A faithful copy of the entries is required, with no images in it.

> [Dataset records]:
[Start of Attachment]

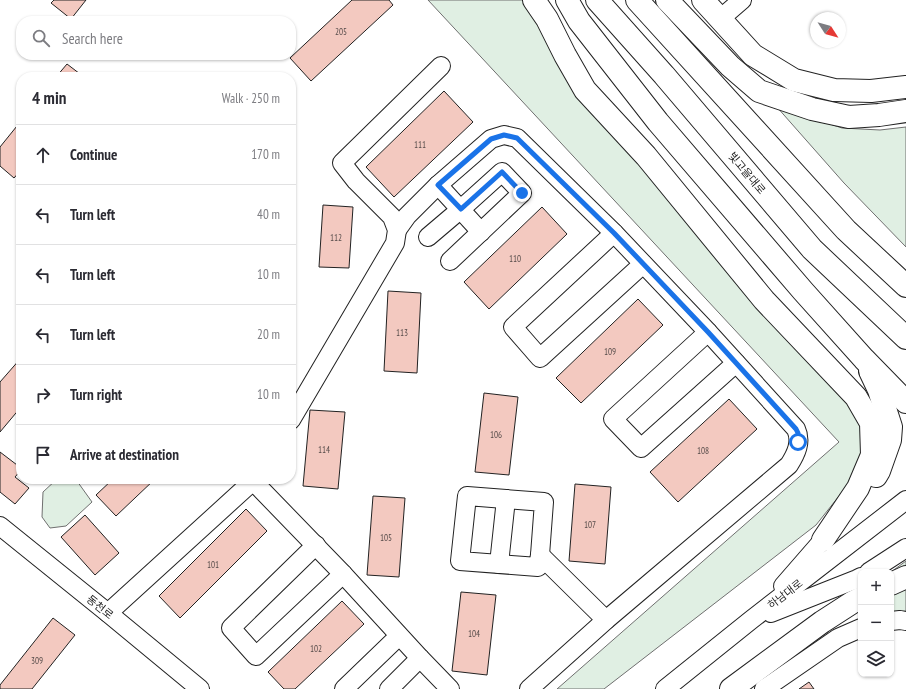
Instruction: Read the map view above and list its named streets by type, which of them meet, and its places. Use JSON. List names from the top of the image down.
{
  "streets": {
    "highway": ["빛고을대로"],
    "street": ["하남대로", "동천로"]
  },
  "house_numbers": [
    "205",
    "111",
    "112",
    "110",
    "113",
    "109",
    "106",
    "114",
    "108",
    "107",
    "105",
    "101",
    "104",
    "102",
    "309"
  ],
  "north": "bottom right",
  "page": {
    "search": "Search here",
    "heading": ["4 min", "Walk · 250 m"],
    "list": [
      ["Continue", "170 m"],
      ["Turn left", "40 m"],
      ["Turn left", "10 m"],
      ["Turn left", "20 m"],
      ["Turn right", "10 m"],
      "Arrive at destination"
    ],
    "map_buttons": ["+", "−"]
  }
}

[End of Attachment]

> [Output of the exercise]:
Instruction: Read the map view above and list its named streets by type, which of them meet, and its places. Use JSON. List names from the top of the image down.
{
  "streets": {
    "highway": ["빛고을대로"],
    "street": ["하남대로", "동천로"]
  },
  "house_numbers": [
    "205",
    "111",
    "112",
    "110",
    "113",
    "109",
    "106",
    "114",
    "108",
    "107",
    "105",
    "101",
    "104",
    "102",
    "309"
  ],
  "north": "bottom right",
  "page": {
    "search": "Search here",
    "heading": ["4 min", "Walk · 250 m"],
    "list": [
      ["Continue", "170 m"],
      ["Turn left", "40 m"],
      ["Turn left", "10 m"],
      ["Turn left", "20 m"],
      ["Turn right", "10 m"],
      "Arrive at destination"
    ],
    "map_buttons": ["+", "−"]
  }
}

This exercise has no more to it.